Working data:
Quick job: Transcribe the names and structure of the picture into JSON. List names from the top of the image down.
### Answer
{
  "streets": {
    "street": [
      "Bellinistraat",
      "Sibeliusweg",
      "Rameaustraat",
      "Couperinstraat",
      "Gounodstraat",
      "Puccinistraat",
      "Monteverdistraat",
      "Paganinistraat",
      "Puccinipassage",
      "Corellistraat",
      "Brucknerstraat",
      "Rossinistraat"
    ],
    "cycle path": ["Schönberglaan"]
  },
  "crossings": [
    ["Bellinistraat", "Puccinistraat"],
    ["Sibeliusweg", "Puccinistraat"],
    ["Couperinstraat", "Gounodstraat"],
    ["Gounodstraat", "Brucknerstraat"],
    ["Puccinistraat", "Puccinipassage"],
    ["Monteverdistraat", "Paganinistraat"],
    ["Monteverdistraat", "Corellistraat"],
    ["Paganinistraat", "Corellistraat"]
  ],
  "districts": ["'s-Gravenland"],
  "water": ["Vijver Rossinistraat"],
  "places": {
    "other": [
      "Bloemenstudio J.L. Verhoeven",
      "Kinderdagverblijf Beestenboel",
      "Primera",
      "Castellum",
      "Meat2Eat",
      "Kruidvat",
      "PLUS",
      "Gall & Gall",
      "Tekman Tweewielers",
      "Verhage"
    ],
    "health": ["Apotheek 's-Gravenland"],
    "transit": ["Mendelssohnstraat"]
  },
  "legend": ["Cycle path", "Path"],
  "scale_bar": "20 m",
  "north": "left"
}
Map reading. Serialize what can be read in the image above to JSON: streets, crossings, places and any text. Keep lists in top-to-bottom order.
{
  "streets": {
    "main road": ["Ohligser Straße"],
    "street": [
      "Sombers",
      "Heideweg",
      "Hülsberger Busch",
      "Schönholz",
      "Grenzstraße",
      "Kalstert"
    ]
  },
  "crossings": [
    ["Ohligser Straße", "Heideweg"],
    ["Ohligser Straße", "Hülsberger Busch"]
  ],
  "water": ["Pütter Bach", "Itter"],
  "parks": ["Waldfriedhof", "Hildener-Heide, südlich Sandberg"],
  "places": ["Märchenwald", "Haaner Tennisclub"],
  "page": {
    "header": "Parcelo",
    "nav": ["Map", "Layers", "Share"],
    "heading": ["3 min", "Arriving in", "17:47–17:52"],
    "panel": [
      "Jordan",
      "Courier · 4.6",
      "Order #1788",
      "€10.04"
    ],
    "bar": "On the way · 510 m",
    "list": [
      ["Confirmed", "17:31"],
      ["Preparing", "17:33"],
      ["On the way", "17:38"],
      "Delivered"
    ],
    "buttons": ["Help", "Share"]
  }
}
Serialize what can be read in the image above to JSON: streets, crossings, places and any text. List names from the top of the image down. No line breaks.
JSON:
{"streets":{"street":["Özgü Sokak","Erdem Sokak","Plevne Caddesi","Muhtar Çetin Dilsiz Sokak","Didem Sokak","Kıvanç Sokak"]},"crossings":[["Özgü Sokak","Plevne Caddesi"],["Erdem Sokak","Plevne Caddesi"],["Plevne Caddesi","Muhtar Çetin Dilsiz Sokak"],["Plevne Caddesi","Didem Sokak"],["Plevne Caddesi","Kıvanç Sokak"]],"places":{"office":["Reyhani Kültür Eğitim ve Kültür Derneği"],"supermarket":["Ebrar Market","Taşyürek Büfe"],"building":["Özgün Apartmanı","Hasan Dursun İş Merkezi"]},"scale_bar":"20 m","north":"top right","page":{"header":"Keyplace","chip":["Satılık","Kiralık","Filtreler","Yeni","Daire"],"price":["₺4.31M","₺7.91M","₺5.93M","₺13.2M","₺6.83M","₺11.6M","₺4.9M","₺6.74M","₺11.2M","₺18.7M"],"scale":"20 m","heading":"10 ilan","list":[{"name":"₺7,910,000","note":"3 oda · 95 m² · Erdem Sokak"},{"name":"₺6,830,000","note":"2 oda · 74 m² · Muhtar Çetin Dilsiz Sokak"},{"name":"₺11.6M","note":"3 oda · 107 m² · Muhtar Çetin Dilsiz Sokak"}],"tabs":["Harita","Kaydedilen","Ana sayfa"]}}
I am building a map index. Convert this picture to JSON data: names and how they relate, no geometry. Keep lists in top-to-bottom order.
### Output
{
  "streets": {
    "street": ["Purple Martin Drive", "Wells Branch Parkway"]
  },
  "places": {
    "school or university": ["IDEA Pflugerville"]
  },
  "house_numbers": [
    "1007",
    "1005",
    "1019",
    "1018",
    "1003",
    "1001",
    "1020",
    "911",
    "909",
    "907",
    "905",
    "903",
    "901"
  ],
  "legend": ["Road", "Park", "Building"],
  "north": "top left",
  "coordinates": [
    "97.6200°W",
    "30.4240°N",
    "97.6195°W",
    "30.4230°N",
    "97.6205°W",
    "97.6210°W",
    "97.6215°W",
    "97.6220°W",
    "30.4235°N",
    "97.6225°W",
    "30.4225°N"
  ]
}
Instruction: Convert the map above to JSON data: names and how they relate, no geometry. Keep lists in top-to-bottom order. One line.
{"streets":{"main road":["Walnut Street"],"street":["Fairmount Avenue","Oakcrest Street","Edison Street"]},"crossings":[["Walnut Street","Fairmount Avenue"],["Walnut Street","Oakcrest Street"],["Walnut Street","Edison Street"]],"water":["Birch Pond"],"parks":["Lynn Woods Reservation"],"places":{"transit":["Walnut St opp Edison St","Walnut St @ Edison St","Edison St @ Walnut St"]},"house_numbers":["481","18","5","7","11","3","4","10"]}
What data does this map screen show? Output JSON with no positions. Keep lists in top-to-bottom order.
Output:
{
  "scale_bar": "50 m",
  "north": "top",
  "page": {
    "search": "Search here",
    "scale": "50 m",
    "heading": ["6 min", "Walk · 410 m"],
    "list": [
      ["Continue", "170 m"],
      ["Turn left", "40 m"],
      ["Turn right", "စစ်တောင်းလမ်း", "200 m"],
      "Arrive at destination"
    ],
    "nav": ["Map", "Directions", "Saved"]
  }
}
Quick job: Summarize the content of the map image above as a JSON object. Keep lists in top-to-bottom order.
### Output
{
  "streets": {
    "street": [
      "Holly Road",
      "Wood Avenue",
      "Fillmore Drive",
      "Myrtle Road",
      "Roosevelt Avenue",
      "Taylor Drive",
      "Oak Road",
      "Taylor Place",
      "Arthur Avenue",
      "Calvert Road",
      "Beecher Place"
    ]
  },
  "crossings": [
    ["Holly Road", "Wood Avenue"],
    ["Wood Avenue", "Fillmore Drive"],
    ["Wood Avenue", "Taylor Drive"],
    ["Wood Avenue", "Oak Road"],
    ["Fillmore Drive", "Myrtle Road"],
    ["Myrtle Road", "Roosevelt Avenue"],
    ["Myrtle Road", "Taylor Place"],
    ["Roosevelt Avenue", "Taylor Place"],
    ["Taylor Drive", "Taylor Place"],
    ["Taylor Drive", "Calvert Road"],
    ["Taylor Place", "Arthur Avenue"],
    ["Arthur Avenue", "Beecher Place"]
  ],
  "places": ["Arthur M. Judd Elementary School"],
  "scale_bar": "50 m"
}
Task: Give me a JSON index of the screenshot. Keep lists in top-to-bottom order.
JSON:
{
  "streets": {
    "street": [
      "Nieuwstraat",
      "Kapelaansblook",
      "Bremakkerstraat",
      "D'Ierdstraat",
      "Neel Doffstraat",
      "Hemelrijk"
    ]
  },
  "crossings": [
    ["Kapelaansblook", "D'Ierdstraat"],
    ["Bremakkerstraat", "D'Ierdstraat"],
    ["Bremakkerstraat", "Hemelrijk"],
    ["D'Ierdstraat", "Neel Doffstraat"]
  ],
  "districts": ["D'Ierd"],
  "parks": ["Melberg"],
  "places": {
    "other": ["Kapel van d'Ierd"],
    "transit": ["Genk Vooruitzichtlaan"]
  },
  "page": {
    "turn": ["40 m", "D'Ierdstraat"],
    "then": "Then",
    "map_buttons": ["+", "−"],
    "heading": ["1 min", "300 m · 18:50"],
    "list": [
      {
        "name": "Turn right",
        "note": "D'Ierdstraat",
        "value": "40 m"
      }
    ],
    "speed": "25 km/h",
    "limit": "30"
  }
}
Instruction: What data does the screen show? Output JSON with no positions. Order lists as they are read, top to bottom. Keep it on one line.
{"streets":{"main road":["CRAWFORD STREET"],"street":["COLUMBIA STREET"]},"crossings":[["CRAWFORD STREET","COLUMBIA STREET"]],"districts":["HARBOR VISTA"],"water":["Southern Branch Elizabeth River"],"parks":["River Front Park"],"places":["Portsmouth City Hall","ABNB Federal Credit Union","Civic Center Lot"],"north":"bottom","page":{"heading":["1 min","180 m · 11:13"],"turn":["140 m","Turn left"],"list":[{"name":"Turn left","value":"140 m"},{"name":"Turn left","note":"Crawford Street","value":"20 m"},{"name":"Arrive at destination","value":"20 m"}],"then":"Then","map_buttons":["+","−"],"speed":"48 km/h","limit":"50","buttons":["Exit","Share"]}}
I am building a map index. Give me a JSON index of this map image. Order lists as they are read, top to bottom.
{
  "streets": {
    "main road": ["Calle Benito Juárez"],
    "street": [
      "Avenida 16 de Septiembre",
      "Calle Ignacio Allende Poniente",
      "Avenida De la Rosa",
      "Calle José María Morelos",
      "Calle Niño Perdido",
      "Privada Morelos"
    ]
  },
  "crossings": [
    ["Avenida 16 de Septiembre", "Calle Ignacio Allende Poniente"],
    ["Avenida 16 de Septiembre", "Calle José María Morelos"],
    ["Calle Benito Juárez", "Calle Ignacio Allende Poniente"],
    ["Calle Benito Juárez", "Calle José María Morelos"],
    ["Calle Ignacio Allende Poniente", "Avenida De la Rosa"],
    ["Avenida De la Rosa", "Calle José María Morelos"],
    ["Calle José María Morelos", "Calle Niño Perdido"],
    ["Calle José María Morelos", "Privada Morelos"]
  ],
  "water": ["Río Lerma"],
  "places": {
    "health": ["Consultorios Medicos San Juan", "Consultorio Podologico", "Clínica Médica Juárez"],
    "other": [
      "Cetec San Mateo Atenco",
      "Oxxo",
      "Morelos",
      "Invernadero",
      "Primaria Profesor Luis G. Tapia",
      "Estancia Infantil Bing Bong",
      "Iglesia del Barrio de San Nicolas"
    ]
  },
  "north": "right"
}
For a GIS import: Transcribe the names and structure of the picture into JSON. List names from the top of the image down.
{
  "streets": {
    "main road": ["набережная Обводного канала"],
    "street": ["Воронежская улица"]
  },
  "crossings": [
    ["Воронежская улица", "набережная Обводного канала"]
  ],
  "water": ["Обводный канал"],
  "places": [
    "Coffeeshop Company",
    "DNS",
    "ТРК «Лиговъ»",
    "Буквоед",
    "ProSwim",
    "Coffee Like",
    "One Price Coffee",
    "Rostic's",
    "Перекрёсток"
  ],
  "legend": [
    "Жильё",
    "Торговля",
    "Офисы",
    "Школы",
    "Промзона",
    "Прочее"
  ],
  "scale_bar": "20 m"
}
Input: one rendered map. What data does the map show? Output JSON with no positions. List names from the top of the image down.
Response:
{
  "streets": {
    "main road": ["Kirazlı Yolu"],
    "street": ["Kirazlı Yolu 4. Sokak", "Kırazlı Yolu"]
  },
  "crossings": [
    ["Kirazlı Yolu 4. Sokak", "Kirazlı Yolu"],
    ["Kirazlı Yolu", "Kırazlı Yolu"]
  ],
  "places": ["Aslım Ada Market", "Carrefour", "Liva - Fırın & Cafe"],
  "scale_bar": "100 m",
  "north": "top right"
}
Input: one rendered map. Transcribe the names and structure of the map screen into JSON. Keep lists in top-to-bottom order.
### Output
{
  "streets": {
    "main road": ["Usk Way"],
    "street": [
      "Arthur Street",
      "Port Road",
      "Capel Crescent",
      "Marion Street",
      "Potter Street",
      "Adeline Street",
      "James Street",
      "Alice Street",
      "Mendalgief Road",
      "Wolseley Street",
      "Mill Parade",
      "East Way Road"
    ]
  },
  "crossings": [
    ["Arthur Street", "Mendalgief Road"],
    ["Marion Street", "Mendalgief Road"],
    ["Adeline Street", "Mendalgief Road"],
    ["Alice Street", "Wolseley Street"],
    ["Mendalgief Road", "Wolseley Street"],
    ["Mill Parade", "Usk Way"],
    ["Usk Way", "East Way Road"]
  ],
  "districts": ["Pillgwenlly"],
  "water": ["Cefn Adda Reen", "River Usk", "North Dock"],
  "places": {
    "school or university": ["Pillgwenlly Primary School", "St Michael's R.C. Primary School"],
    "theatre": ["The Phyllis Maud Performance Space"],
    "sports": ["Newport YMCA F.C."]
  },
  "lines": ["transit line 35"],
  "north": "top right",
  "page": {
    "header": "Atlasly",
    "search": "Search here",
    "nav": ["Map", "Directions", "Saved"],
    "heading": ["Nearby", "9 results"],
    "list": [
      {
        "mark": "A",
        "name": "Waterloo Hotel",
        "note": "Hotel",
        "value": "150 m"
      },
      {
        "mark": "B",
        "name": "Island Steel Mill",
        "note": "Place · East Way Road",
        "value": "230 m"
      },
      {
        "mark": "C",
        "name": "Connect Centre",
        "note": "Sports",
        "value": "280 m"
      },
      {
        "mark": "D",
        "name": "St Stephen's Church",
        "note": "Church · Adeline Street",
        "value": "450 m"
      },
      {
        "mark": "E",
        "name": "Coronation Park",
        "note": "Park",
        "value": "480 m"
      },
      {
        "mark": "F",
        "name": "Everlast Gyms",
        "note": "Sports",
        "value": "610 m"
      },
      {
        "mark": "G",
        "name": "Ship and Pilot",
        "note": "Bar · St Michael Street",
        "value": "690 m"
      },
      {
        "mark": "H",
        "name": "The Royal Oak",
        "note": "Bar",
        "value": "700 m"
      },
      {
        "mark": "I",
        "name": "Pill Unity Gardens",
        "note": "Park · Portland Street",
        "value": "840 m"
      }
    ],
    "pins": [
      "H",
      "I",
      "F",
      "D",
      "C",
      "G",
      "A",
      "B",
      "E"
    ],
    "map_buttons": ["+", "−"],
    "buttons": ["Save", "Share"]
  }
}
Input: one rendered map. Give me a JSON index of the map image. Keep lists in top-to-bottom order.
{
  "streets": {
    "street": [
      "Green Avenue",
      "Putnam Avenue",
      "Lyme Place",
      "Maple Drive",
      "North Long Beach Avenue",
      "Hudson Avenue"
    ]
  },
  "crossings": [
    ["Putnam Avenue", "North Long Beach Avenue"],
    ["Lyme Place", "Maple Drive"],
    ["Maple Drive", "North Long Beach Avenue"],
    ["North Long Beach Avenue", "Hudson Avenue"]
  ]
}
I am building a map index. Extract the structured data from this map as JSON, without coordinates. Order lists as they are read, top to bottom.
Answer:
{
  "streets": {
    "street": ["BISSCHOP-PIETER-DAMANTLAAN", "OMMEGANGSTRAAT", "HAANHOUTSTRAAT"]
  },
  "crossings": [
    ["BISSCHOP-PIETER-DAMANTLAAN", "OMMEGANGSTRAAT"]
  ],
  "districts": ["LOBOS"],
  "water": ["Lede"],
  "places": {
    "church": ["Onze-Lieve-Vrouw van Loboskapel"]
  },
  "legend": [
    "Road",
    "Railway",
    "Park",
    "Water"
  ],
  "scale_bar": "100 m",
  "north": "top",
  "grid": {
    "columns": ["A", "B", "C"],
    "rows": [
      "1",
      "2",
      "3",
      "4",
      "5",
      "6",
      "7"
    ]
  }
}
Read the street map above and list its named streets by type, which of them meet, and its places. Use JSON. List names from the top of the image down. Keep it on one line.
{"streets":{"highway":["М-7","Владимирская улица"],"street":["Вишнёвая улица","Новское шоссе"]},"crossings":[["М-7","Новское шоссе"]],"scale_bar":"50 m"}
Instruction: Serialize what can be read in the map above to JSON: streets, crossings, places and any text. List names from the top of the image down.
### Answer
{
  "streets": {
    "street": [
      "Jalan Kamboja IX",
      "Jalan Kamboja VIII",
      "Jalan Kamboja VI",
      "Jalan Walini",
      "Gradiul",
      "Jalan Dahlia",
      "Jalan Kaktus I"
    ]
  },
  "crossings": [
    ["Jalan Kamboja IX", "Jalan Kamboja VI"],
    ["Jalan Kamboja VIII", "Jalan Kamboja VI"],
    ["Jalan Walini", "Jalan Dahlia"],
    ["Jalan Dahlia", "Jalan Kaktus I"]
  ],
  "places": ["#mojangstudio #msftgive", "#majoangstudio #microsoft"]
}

Exercise requirements: Show every line from the entries above in which "Quick" appears.

Solution to this task:
Quick job: Transcribe the names and structure of the picture into JSON. List names from the top of the image down.
Quick job: Summarize the content of the map image above as a JSON object. Keep lists in top-to-bottom order.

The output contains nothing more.